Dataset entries

┄┄┄┄┄┄

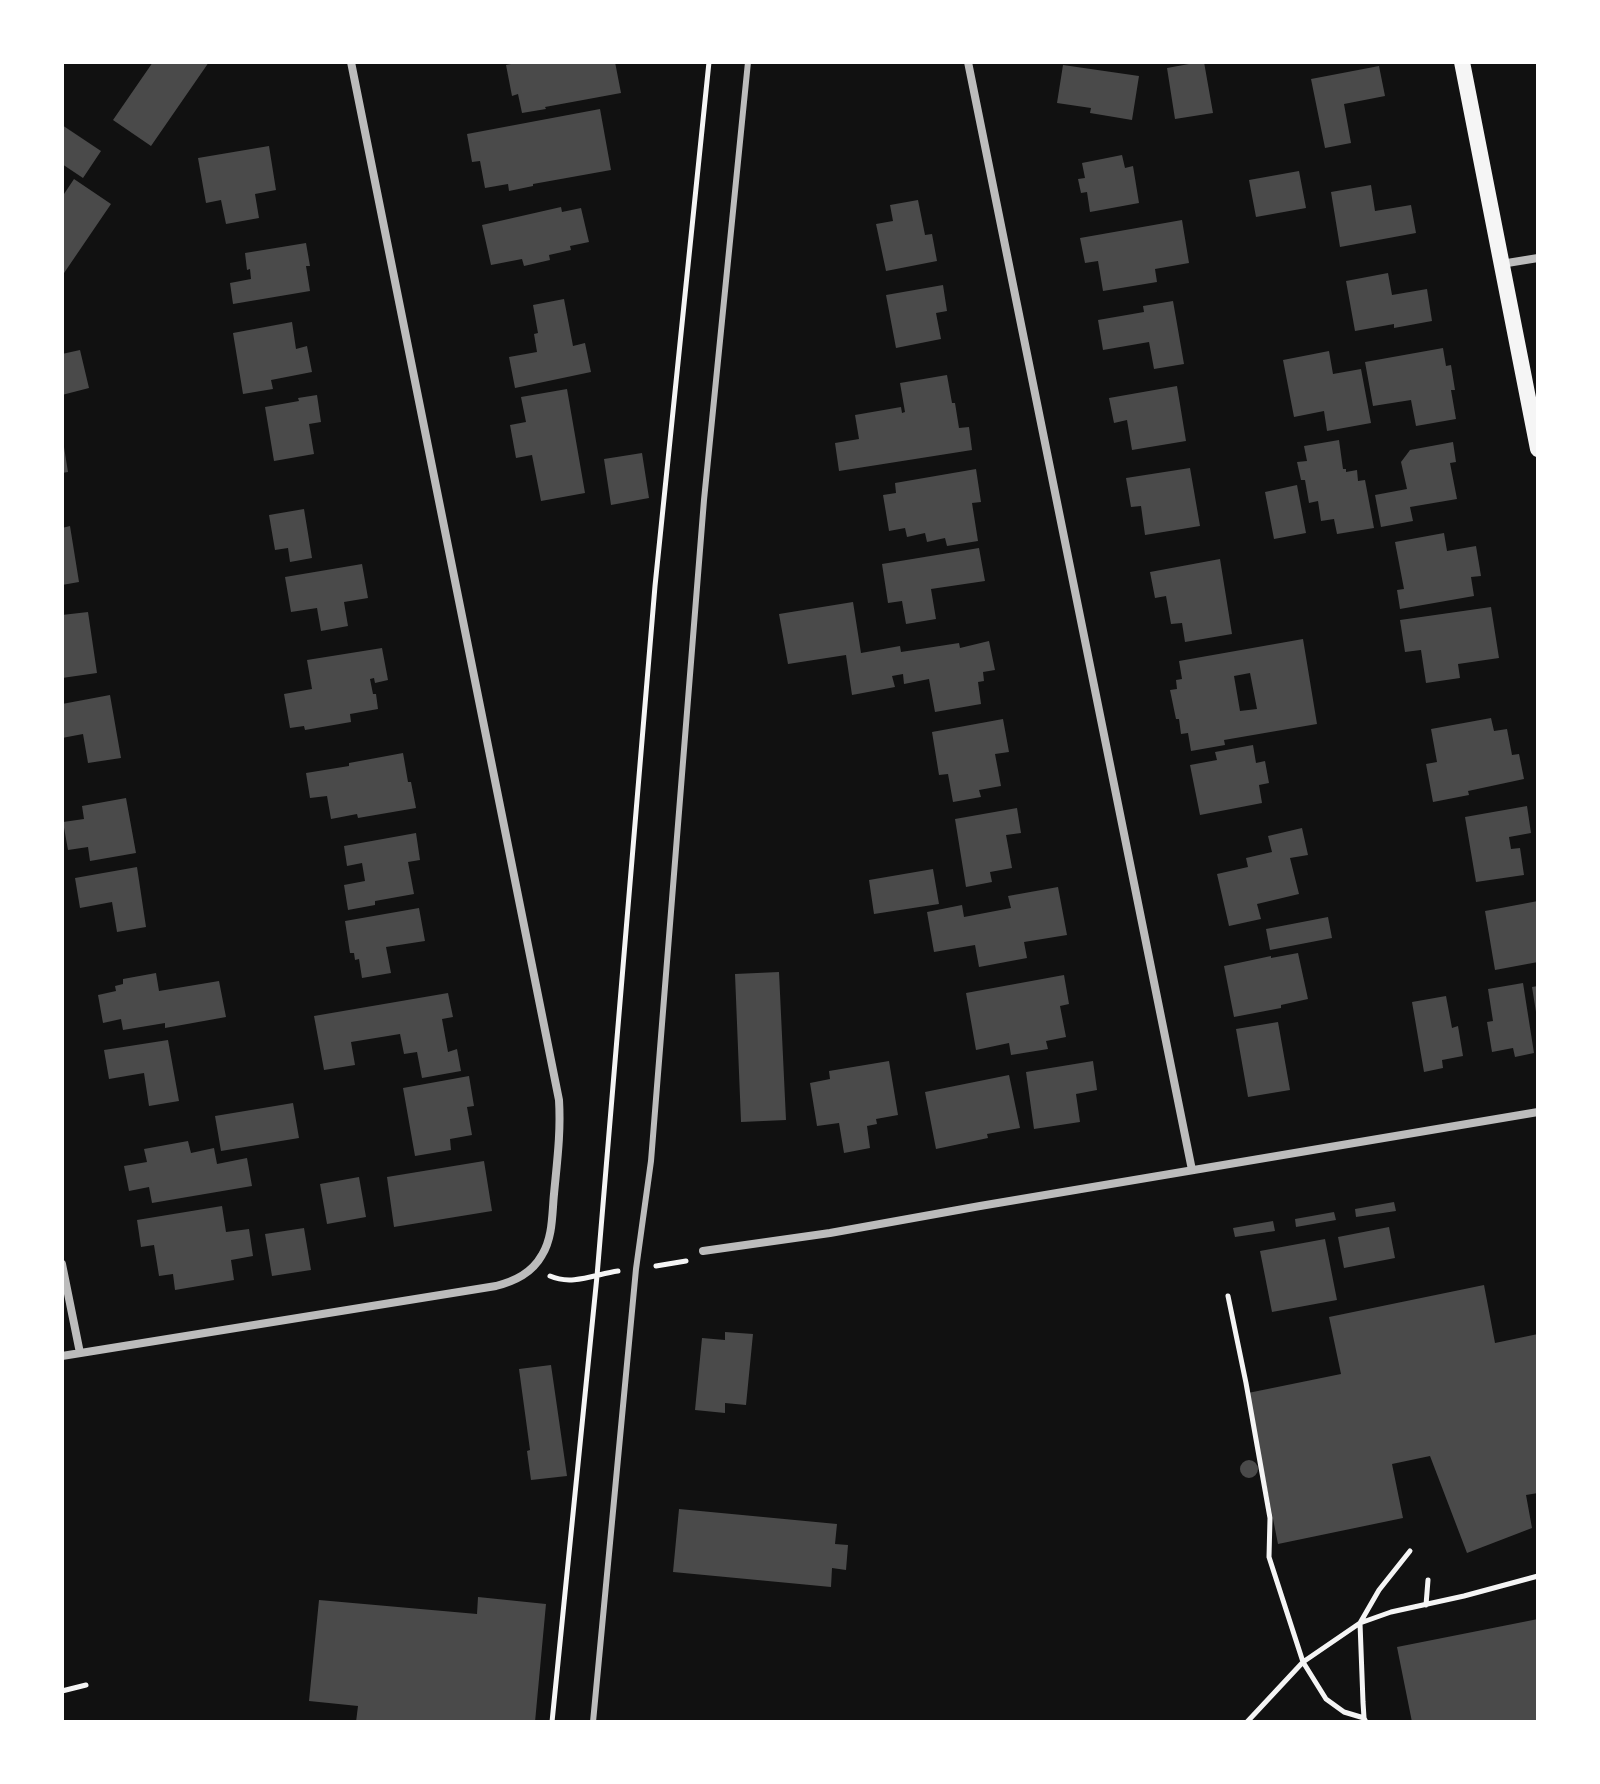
<!DOCTYPE html>
<style>
body{margin:0}
#map{position:relative;width:1600px;height:1784px;overflow:hidden;background:#111;font-family:"Roboto Condensed",sans-serif}
canvas{display:block}
.frame{position:absolute;inset:0;border:64px solid #fff;pointer-events:none}
</style>
<div id="map">
<canvas width="1600" height="1784"></canvas>
<div class="frame"></div>
</div>
<script>
const ctx = document.querySelector('canvas').getContext('2d');
ctx.lineJoin = 'round';
function fillPath(path, color) {
  ctx.fillStyle = color;
  ctx.fill(path, 'evenodd');
}
function trace(path, color, width, dash) {
  ctx.strokeStyle = color;
  ctx.lineWidth = width;
  ctx.lineCap = dash ? 'butt' : 'round';
  ctx.setLineDash(dash || []);
  ctx.stroke(path);
}
fillPath(new Path2D(`
 M153,62H209L151,146L113,120Z
 M521,62H615L621,93L545,107L546,109L522,113L518,94L512,96L506,65Z
 M1200,62H1204L1213,113L1175,119L1167,68Z
 M1063,65L1139,76L1132,120L1090,113L1091,108L1057,103Z
 M1379,66L1385,96L1344,104L1351,143L1325,148L1311,79Z
 M600,109L611,170L533,184V186L509,191L508,184L485,188L480,161L472,162L467,134Z
 M62,125L101,151L83,178L62,164Z
 M269,146L276,190L255,194L259,218L226,224L221,200L206,203L198,158Z
 M1122,155L1125,168L1133,166L1139,203L1090,212L1087,192L1081,193L1078,179L1085,178L1082,163Z
 M1299,171L1306,208L1256,217L1249,180Z
 M74,179L111,204L62,276V197Z
 M1371,185L1375,211L1411,205L1416,233L1340,247L1331,192Z
 M918,200L925,235L932,234L937,261L886,271L876,224L893,221L890,205Z
 M561,207L562,212L581,208L589,242L570,246L571,250L549,255L550,260L524,266L522,259L491,265L482,225Z
 M1182,220L1189,263L1155,269L1157,282L1103,291L1098,261L1085,263L1080,238Z
 M306,243L310,266H306L310,291L233,304L230,283L251,279L250,269L247,270L245,253Z
 M1388,273L1392,295L1427,289L1432,321L1394,328V324L1355,331L1346,281Z
 M943,285L947,311L936,313L941,339L896,348L886,295Z
 M564,299L573,346L585,343L591,372L515,388L509,357L537,352L534,334L538,333L533,305Z
 M1173,301L1184,364L1154,369L1149,342L1103,350L1098,320L1144,312L1143,306Z
 M292,322L296,349L307,346L312,372L271,380L273,389L243,394L233,333Z
 M1443,348L1446,366L1451,365L1455,390H1451L1456,419L1416,426L1411,400L1373,406L1365,362Z
 M80,350L89,388L62,395V354Z
 M1329,351L1333,374L1361,369L1371,423L1327,431L1324,411L1294,417L1283,360Z
 M947,375L952,403H955L959,428L969,427L972,450L839,471L835,443L859,439L855,415L901,407L902,413L905,412L900,383Z
 M1177,386L1186,441L1132,450L1127,420L1114,423L1109,398Z
 M567,389L585,493L541,501L532,455L516,458L510,425L526,422L521,397Z
 M317,395L321,422L309,424L314,454L274,461L265,407L299,401L298,398Z
 M1339,440L1343,469H1346V472L1357,470L1358,481L1365,480L1374,528L1337,534L1334,519L1321,521L1318,501L1309,503L1305,480H1301L1297,462L1307,461L1304,446Z
 M1453,442L1456,462L1450,463L1457,499L1410,507L1413,521L1381,527L1375,495L1407,489L1401,462L1410,450Z
 M62,447H64L68,472L62,473Z
 M642,453L649,498L611,505L604,459Z
 M1190,468L1200,526L1145,535L1141,506L1131,507L1126,478Z
 M976,469L981,502L972,503L978,541L947,546L945,538L927,542L925,533L907,537L905,528L889,531L883,495L896,493L895,483Z
 M1297,485L1306,533L1274,539L1265,492Z
 M304,509L312,558L290,562L288,548L275,550L269,515Z
 M70,526L79,582L62,585V528Z
 M1444,533L1447,551L1476,546L1481,576L1471,577L1474,596L1400,609L1397,590L1404,589L1395,542Z
 M979,548L985,581L931,589L936,619L906,624L902,601L888,603L882,564Z
 M1220,559L1232,634L1185,642L1182,623L1171,624L1166,596L1155,598L1150,572Z
 M362,564L368,598L344,602L348,626L321,631L317,608L291,612L285,577Z
 M853,602L861,653L900,646L901,652L959,643L960,648L989,641L995,670L983,672L984,681L978,682L981,704L935,712L929,679L904,684L903,674L892,676L895,687L852,695L846,655L788,664L779,614Z
 M1491,607L1499,658L1458,664L1460,678L1426,683L1421,650L1405,652L1400,620Z
 M88,612L97,673L62,678V615Z
 M1303,639L1317,724L1224,740L1225,745L1191,751L1188,733L1181,734L1179,719H1176L1170,690L1177,689L1176,680L1182,679L1179,661ZM1250,673L1257,709L1240,711L1234,676Z
 M382,648L388,680L375,683L374,678L370,679L373,694H376L378,709L350,714L351,722L305,730L304,726L290,728L284,694L312,689L307,660Z
 M110,695L121,758L88,763L83,734L62,738V704Z
 M1491,718L1494,731L1507,729L1512,755L1519,754L1524,779L1468,791L1469,795L1433,802L1426,764L1437,762L1431,729Z
 M1003,719L1009,752L995,754L1001,786L979,790L981,797L953,802L948,774L939,775L932,732Z
 M1253,745L1256,763L1265,761L1269,783L1259,785L1262,803L1200,815L1190,765L1217,760L1215,752Z
 M403,753L408,782H411L416,808L358,818L357,814L331,819L327,796L310,798L306,773L349,766V763Z
 M126,798L136,853L90,861L88,847L68,850L63,822L84,819L82,806Z
 M1527,806L1531,833L1509,837L1511,849L1520,848L1524,875L1476,882L1465,817Z
 M1017,808L1021,833L1006,835L1012,868L990,872L992,882L966,887L955,819Z
 M1302,828L1308,855L1290,858L1299,894L1257,904L1261,919L1229,926L1217,874L1248,867L1246,858L1272,852L1268,836Z
 M416,833L420,860L408,862L414,894L375,901V905L348,910L344,885L365,881L362,863L347,866L344,846Z
 M137,867L146,927L117,932L112,902L80,908L75,878Z
 M933,869L939,904L874,914L869,880Z
 M1058,887L1067,935L1024,942L1027,958L979,967L975,945L934,952L927,912L962,905L964,917L1011,908L1008,896Z
 M1538,901V962L1495,970L1485,911Z
 M419,908L425,941L386,947L391,973L362,978L359,959L355,960L354,953H350L345,921Z
 M1328,917L1332,938L1270,950L1266,929Z
 M1298,953L1308,999L1281,1005V1008L1234,1017L1224,966L1271,956V958Z
 M779,972L786,1120L741,1122L735,974Z
 M156,973L159,991L219,981L226,1017L165,1028V1023L123,1030L121,1019L103,1023L98,995L116,991L115,986L123,984V979Z
 M1064,975L1069,1004L1060,1006L1066,1037L1046,1041L1048,1049L1011,1055L1009,1043L976,1050L966,993Z
 M1523,983L1534,1053L1515,1057L1513,1048L1492,1052L1487,1022L1493,1021L1488,989Z
 M1538,986V1012H1536L1532,987Z
 M448,993L453,1017L442,1019L448,1052L457,1049L461,1071L422,1078L417,1052L404,1054L400,1034L351,1042L355,1065L324,1070L314,1016Z
 M1446,996L1452,1028L1458,1026L1463,1056L1442,1060L1443,1068L1424,1072L1412,1002Z
 M1278,1022L1290,1090L1248,1097L1236,1029Z
 M168,1040L179,1101L149,1106L144,1073L109,1079L104,1050Z
 M889,1061L898,1115L876,1119L877,1124L867,1126L870,1148L844,1153L839,1123L817,1126L810,1083L830,1079L829,1071Z
 M1093,1061L1097,1090L1076,1094L1080,1122L1034,1129L1026,1072Z
 M1009,1075L1020,1128L987,1134L988,1138L936,1149L925,1092Z
 M469,1076L474,1106L467,1107L472,1135L450,1139L451,1150L415,1156L403,1088Z
 M293,1103L299,1138L221,1151L215,1116Z
 M188,1141L191,1153L214,1148L217,1164L247,1158L252,1186L152,1203L149,1187L129,1191L124,1166L147,1162L144,1149Z
 M484,1161L492,1211L394,1227L387,1177Z
 M359,1177L366,1217L327,1224L320,1184Z
 M1394,1202L1396,1211L1356,1217L1355,1209Z
 M222,1206L226,1232L249,1229L253,1256L231,1260L234,1280L175,1290L173,1274L159,1276L154,1245L141,1247L137,1220Z
 M1334,1212L1336,1220L1296,1227L1295,1219Z
 M1273,1221L1275,1231L1235,1237L1233,1228Z
 M1389,1227L1395,1258L1344,1268L1338,1237Z
 M304,1228L311,1270L272,1276L265,1234Z
 M1325,1239L1337,1300L1272,1312L1260,1251Z
 M1484,1285L1495,1343L1538,1334V1493L1526,1495L1532,1528L1467,1553L1430,1456L1392,1464L1403,1518L1278,1544L1248,1393L1341,1374L1329,1317Z
 M725,1332L753,1334L746,1405L725,1403V1413L695,1410L702,1338L725,1340Z
 M551,1365L567,1476L531,1480L527,1451L530,1450L519,1369Z
 M1240 1469a9 9 0 1 1 18 0a9 9 0 1 1-18 0Z
 M679,1509L837,1524L835,1544L848,1545L846,1570L832,1568L831,1587L673,1572Z
 M478,1597L546,1604L535,1722H356L358,1706L309,1701L319,1600L477,1614Z
 M1538,1619V1722H1412L1397,1647Z`), '#4a4a4a');
trace(new Path2D(`
 M656,1266L686,1261
 M550,1276C572,1286 596,1274 618,1271
 M1228,1296L1246,1383L1270,1518L1269,1557L1303,1662L1326,1699L1344,1712L1364,1718
 M1426,1605L1428,1580
 M62,1691L86,1685
 M552,1722L597,1276L655,586L709,62
 M1247,1722L1303,1662L1360,1623L1391,1612L1464,1596L1538,1576
 M1366,1722L1364,1718L1363,1702L1360,1623L1379,1590L1410,1551`), '#f5f5f5', 5);
trace(new Path2D(`
 M593,1722L636,1269L651,1161L704,500L748,62`), '#bcbcbc', 6);
trace(new Path2D(`
 M968,62L1192,1170
 M1501,264L1538,258
 M703,1251L830,1233L980,1206L1538,1112
 M62,1264L80,1353
 M62,1356L496,1286C515,1281 532,1273 542,1255C553,1237 552,1214 554,1194C557,1162 561,1132 559,1100L351,62`), '#bcbcbc', 8);
trace(new Path2D(`
 M1462,62L1538,449`), '#f5f5f5', 16);
</script>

┄┄┄┄┄┄

Your task
Scan the entries above for the word "frame". Report the lines that hold it.

Response to the task
.frame{position:absolute;inset:0;border:64px solid #fff;pointer-events:none}
<div class="frame"></div>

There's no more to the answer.